Когда вчера я читал твое письмо, у меня было такое чувство, как будто источник, без которого моя духовная жизнь начала иссыхать, после долгого, долгого ожидания дал снова первые капли влаги. Тебе, наверное, это покажется преувеличением… Для меня же, в моей отрезанности от мира, все по-иному. Я вынужден жить прошлым… Во всяком случае, твое письмо снова привело в действие мои мысли, слегка заржавевшие и утомившиеся за последние недели. Я ведь настолько привык жить в постоянном духовном обмене с тобой, что внезапный и столь длительный перерыв означал для меня глубокую перестройку и тяжелые лишения. Теперь, по крайней мере, мы можем вести разговор… Хорошо бы Рёдеру с компанией не удалось еще и разрушить наши столь необходимые личные связи; они и так уже много чего натворили.

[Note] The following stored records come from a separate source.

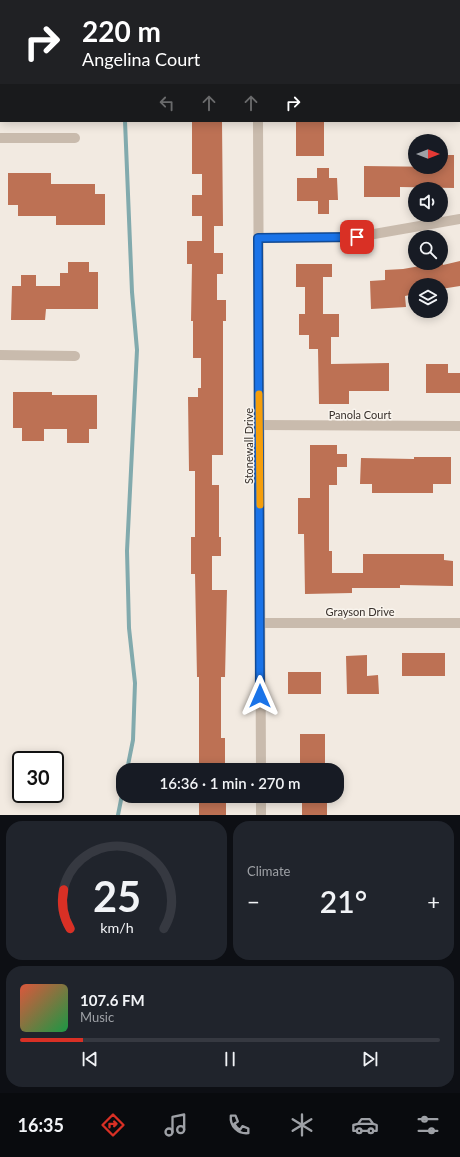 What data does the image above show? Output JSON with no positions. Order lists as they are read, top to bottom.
{
  "streets": {
    "street": ["Panola Court", "Stonewall Drive", "Grayson Drive"]
  },
  "crossings": [
    ["Panola Court", "Stonewall Drive"],
    ["Stonewall Drive", "Grayson Drive"]
  ],
  "north": "right",
  "page": {
    "turn": ["220 m", "Angelina Court"],
    "limit": "30",
    "trip": "16:36 · 1 min · 270 m",
    "tile": "Climate",
    "heat": ["−", "21°", "+"],
    "song": ["107.6 FM", "Music"],
    "tabs": "16:35",
    "gauge": ["25", "km/h"]
  }
}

…А теперь я с радостью вбираю в себя твою «вечернюю беседу» (здесь снова погас свет, и я как раз сижу при свечах). Я представляю себе, будто мы сидим в те далекие времена после ужина (и регулярных вечерних занятий[8]) в моей комнате наверху и курим, время от времени подходим к клавикорду, берем аккорды, рассказываем друг другу о том, что принес сегодняшний день. Я бы до бесконечности расспрашивал тебя о периоде подготовки, о твоей поездке к Каролусу[9]… А в конце концов я бы стал тебе рассказывать, например, что, несмотря на все то, о чем я писал тебе, здесь мерзко, что жуткие впечатления преследуют меня до глубокой ночи и что отогнать их удается только повторением бессчетных стихов из песен, и что после такой ночи просыпаешься иногда со вздохом, а не с хвалой Богу. К физическим лишениям привыкаешь; можно сказать, что вот уже несколько месяцев живешь, не ощущая тела (даже чересчур); напротив, к психическим нагрузкам привыкнуть нельзя; у меня такое чувство, будто я состарился от увиденного и услышанного, и мир становится для меня невыносим и отвратителен. Наверное, ты сейчас удивляешься тому, что я так говорю, и вспоминаешь мои письма; да, ведь ты сам написал так мило, что я «постарался» успокоить вас относительно моего положения. Я часто себя спрашиваю, кто я – тот ли, кто в этих жутких условиях постоянно корчится и мучается, как от похмелья, или тот, кто хлещет себя бичом, вызывая восхищение со стороны (да и в глубине своей же души) выдержкой, спокойствием, невозмутимостью, превосходством (иными словами, всем этим театром, или это не театр?)? Что это такое – манера держать себя? Короче, оказывается, что не знаешь самого себя и уже не придаешь этому значения, а пресыщение всякой психологией и отвращение перед анализом души углубляются с каждым днем. Думаю, что именно поэтому мне были так важны Штифтер и Готхельф. Есть вещи поважнее, чем самокопание.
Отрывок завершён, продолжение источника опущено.